CAPITOLO DICIOTTO
I corvi osservavano la snella figura femminile uscire dalle tenebre con un lungo flauto di legno alle labbra.
Vagamente – ma fu più una sensazione nelle ossa che una vibrazione nell’aria – avvertirono lo spettro di un suono. Antichi istinti li indussero a librarsi verso l’alto, sempre più su, lontano da quella melodia fatale.
Dalla grande altezza raggiunta, osservarono i cucubuth cadere come fili d’erba appiattiti dal vento. E videro Dee e la donna muoversi tra i loro corpi, allontanandosi senza fretta dal caos.
Nel suo Regno d’Ombra, Odino osservò la coppia attraverso gli occhi dei corvi. Chi era quella donna e come aveva fatto a stordire i cucubuth?
L’Antico Signore si accigliò, sforzandosi di mettere a fuoco l’umana. C’era qualcosa di familiare in lei. Evidentemente era un’alleata di Dee, e possedeva uno degli antichi manufatti del potere.
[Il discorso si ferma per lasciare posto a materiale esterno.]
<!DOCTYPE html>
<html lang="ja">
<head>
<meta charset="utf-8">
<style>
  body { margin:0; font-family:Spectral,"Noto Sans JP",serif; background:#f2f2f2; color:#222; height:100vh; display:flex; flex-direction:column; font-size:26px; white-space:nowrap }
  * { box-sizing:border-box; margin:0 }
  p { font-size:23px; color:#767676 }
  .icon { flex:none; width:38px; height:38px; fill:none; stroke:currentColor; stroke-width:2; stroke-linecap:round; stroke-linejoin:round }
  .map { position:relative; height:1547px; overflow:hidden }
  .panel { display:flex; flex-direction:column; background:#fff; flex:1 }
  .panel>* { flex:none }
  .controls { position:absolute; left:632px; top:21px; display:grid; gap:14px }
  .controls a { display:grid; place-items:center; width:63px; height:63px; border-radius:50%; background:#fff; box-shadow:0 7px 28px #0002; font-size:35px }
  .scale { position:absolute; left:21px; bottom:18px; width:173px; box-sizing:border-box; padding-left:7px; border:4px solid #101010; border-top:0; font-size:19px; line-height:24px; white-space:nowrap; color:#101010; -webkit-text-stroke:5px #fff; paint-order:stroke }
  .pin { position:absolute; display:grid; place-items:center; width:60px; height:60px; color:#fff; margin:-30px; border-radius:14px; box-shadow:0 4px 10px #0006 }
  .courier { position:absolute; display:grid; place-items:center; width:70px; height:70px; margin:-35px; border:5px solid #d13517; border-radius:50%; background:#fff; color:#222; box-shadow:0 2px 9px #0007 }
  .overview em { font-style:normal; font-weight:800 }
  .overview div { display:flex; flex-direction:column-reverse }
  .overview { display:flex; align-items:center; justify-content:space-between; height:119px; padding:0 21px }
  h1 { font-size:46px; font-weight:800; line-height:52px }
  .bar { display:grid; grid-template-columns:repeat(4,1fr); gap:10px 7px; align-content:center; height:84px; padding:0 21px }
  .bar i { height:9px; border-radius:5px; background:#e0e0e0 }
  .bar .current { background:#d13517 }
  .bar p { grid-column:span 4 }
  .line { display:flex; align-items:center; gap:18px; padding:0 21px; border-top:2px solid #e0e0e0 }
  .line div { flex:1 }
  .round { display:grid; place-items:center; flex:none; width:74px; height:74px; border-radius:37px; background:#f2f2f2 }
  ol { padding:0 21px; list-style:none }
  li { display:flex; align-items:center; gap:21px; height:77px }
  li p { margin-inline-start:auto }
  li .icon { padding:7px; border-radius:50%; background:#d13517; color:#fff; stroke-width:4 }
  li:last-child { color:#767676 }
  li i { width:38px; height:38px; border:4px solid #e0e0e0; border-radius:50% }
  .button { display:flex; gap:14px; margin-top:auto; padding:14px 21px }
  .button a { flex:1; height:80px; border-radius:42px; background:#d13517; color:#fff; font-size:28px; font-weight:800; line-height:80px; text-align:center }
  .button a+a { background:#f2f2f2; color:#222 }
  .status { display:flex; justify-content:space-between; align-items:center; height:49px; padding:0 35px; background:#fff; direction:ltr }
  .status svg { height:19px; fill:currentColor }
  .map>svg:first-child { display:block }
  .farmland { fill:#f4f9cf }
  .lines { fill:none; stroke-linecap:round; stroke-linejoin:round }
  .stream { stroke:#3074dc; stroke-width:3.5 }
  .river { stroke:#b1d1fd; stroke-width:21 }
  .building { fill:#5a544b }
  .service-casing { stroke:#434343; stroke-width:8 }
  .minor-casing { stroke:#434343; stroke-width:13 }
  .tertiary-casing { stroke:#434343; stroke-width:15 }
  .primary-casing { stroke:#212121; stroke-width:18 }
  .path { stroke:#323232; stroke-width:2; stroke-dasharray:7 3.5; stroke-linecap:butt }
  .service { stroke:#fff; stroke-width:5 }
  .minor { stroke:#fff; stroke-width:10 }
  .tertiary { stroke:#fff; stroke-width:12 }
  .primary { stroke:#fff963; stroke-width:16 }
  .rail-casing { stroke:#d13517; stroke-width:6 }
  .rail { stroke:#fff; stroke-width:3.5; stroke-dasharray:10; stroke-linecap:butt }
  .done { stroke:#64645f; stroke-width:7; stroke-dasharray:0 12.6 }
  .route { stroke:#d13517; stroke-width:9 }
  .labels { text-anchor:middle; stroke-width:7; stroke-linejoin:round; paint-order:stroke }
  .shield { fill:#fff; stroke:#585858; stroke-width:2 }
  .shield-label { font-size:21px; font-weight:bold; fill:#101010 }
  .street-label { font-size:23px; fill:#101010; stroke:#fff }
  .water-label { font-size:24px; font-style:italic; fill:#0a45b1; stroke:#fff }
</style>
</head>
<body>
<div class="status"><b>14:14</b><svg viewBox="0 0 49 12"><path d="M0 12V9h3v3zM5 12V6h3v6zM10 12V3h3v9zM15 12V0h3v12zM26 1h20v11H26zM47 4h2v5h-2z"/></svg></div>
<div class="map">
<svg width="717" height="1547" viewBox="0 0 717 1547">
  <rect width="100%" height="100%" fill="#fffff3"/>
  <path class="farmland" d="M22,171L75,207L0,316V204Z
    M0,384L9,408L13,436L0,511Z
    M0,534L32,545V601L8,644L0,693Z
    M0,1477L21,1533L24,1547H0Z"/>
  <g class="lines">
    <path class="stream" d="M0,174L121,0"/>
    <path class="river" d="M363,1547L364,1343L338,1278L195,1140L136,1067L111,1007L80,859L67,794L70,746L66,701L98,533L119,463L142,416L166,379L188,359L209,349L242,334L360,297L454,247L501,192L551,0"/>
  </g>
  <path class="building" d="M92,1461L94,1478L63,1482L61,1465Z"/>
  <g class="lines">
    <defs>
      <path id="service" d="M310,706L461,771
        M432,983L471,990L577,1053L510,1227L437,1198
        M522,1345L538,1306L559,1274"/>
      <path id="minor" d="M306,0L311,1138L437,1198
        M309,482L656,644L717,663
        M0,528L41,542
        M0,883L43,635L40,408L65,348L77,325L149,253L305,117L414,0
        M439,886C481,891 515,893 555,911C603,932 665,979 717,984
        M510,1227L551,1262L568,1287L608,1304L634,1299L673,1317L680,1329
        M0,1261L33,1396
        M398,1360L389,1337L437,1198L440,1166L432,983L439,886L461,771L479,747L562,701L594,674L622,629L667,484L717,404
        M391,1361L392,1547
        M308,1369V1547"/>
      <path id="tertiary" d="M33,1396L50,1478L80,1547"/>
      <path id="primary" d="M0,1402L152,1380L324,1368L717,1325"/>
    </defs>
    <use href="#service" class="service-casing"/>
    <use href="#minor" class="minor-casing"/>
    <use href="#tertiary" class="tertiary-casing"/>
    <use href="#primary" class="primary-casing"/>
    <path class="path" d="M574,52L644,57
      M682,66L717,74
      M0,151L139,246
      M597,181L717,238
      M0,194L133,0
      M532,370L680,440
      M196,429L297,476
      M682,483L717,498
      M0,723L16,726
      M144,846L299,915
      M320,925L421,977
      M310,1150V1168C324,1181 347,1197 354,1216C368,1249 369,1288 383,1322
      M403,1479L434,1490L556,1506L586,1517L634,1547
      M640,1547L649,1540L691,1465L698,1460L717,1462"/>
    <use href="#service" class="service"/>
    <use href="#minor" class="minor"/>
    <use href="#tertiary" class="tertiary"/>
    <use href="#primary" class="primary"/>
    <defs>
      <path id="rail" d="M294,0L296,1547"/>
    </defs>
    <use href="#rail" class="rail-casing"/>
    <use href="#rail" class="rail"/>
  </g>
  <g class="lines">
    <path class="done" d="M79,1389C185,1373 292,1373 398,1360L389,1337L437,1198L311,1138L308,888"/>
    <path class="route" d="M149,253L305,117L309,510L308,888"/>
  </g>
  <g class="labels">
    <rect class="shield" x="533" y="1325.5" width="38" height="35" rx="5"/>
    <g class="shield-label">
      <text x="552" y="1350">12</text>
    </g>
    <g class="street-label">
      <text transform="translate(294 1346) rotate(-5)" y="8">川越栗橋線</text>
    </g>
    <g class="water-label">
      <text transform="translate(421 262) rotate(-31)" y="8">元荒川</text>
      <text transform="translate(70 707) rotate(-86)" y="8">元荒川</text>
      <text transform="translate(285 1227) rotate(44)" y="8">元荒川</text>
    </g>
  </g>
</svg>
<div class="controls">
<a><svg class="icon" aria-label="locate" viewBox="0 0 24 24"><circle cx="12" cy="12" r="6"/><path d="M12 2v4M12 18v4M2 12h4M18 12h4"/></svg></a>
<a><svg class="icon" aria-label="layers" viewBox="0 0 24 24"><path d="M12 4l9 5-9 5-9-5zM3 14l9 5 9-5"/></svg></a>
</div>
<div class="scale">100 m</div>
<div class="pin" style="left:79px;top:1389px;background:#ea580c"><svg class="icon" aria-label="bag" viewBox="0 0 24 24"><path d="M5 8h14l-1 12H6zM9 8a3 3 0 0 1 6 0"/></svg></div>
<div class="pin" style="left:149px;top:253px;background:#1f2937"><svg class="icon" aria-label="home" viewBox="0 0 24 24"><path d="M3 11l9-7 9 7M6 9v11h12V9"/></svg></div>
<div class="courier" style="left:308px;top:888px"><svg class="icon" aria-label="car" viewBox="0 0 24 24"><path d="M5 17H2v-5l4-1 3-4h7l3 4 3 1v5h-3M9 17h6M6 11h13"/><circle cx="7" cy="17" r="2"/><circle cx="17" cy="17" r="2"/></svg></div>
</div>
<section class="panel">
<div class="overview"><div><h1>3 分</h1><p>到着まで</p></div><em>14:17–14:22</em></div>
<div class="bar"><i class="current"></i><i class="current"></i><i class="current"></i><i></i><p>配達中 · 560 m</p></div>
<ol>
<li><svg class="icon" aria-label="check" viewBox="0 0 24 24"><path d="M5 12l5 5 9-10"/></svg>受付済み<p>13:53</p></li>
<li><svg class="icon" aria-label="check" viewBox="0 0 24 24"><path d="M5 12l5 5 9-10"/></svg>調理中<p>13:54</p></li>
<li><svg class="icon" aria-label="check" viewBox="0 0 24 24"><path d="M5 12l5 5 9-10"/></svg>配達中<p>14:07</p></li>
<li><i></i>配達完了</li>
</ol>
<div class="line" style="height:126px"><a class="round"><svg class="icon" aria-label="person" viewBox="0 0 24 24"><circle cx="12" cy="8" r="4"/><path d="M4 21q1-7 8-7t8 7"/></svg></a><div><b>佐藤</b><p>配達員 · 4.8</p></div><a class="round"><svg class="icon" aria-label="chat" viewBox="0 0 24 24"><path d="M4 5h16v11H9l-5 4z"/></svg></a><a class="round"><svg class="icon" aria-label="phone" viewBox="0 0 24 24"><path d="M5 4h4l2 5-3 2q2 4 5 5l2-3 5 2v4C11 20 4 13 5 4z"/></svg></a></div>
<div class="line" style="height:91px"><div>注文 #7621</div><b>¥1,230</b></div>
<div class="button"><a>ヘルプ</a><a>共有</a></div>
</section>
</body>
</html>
All’improvviso il nome gli sovvenne insieme a un’ondata di brutti ricordi. Gettò indietro la testa e ululò per la soddisfazione. Virginia Dare: uno dei pochi immortali che avevano ucciso il proprio padrone ed erano sopravvissuti. Conosceva bene l’Antico Signore che aveva eliminato. Ora poteva vendicare la morte del suo amore, e anche quella di un amico.
— Portatemi Dee — ordinò ai corvi. — Uccidete la femmina.
In alto, sopra la città, i corvi si misero all’inseguimento dei due immortali, mente l’Antico Signore continuava a guardare attraverso i loro occhi.